Looks like New York got punk’d by Iraq on the whole subway-specific terror threat on Friday, according to news from CNN this afternoon (“Sources: Tip on N.Y. Subway Threat a Hoax,” by Kelli Arena):

Information that led to heightened security for the New York City transit system was a hoax, government sources said Tuesday.

The sources said an informant in Iraq who provided the tip had told investigators about a terrorist plot involving New York’s subway system. That informant admitted he gave false information, the sources said.

I suppose Iraq is entitled to give us some good-natured ribbing of this sort, especially so close to the tricks and treats of Halloween, and we did kind of start it with that whole invade-their-country thing.

But might I suggest Los Angeles get picked on next time? Look, they’re a huge, all-American city rife with landmarks and symbolism, and populated by infidels and smug twats, just like New York, only with tans and better teeth. How about some terror over there next time? We could all use a rest here.

Monday | October 10, 2005 | 2:08 PM
Born Into Brothels

I watched Born Into Brothels tonight on DVD, the movie that won the Academy Award for Best Documentary Feature this year.

The film’s director and writer, Zana Briski, a London-born photographer based in New York City, was documenting the lives of prostitutes in Calcutta’s red light district in the late ’90s when she became enamored with the women’s children who live there, typically confined to the house to clean and run errands. They’re often beaten and cursed, and when men visit their mothers or sisters, the kids play on the streets or go up to the rooftops to fly kites.

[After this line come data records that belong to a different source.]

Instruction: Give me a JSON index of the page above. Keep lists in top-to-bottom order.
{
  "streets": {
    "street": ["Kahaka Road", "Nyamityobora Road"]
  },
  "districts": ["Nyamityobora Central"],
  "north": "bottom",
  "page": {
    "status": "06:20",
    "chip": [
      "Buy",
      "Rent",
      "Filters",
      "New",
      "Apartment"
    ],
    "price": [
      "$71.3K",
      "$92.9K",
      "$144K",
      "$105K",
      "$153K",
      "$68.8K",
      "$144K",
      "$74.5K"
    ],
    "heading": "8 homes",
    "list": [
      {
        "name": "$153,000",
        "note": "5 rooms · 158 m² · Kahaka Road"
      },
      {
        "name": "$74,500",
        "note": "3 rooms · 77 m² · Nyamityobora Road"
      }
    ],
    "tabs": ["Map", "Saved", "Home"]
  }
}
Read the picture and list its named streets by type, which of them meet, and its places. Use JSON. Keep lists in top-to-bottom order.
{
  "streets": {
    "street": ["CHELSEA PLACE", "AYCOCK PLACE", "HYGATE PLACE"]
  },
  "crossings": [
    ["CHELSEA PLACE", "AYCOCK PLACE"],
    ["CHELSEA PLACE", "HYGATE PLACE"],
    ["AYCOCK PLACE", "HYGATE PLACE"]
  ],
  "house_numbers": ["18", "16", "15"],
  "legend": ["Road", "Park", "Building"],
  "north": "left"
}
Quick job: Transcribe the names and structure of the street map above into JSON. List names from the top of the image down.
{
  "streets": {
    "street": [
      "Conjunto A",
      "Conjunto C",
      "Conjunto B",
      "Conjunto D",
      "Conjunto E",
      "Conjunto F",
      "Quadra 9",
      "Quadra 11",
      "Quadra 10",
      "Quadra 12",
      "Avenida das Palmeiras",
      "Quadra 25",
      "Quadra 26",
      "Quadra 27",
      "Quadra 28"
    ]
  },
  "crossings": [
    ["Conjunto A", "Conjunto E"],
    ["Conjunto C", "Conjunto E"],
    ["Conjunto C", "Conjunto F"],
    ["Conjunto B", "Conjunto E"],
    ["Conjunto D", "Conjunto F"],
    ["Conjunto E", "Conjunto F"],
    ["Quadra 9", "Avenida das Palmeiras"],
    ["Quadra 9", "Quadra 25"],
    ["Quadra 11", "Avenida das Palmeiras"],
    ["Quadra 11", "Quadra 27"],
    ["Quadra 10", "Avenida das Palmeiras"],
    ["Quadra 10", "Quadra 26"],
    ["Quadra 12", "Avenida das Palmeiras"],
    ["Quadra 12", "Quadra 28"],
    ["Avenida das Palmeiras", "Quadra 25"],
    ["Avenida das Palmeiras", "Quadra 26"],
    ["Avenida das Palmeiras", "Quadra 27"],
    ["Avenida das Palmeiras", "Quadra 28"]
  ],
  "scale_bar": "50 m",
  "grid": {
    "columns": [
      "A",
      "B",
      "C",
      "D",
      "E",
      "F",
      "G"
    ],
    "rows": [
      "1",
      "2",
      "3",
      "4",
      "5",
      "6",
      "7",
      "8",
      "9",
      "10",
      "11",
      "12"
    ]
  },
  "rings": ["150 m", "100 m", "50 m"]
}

Briski gives them cameras and teaches them photography. The best of them have a perceptive fearlessness that allows them to take amazing photos serving as documents of both the squalor and the joy in their lives. Briski, who the children call “Auntie,” arranges trips to a zoo and the sea, where they frolic and take more photos.

Aware that without education, the kids will fall by the wayside or turn to prostitution themselves, she tries to get them enrolled in schools. The paperwork-intensive process is a nightmare of bureaucracy and caste—children of parents with criminal records can find it nearly impossibly to get schooling in India.

To raise money, she exhibits the children’s photos, both in India and in Manhattan. In one of the movie’s most surreal scenes, the children gleefully watch videos of New York art patrons, sipping champagne in a gallery and musing thoughtfully over the professionally mounted and framed photos taken by the kids.

Briski is able to place most of the children in boarding schools, although the obligatory “where are they now” text overlays at the movie’s conclusion show that several of them dropped out or were pulled out by their parents. But she hasn’t given up. In 2002, Briski founded Kids with Cameras, a non-profit organization to continue teaching photography to Calcutta’s kids.

Sunday | October 9, 2005 | 4:45 PM
Marble Cemeteries

For my second day of Open House New York, I decided to hit the cemeteries in the East Village. Cemeteries in Manhattan? There used to be many—Houston Street was once lined with them, I’m told. But as the city sprawled, many plots were relocated and by the nineteenth century, legislation forbade further cemetery development in Manhattan.

But a small handful of the originals survive and, surprisingly, are still active, like the New York Marble Cemetery. Located on Second Avenue between E. 2nd and E. 3rd Streets, it’s billed as “the first non-sectarian burial place in New York City open to the public.”1

The New York Marble Cemetery.

If you didn’t know better, you’d think it was a courtyard. There’s a handsome iron gate set at the entrance and high mortar-and-stone walls boxing in the plot, city buildings just beyond looming on all sides. It’s a rectangular, grassy half-acre featuring shrubbery, trees and that vaguely surreal air of rural environments in urban settings. When I walked in, some guy was throwing a twig around, playing fetch with his dog.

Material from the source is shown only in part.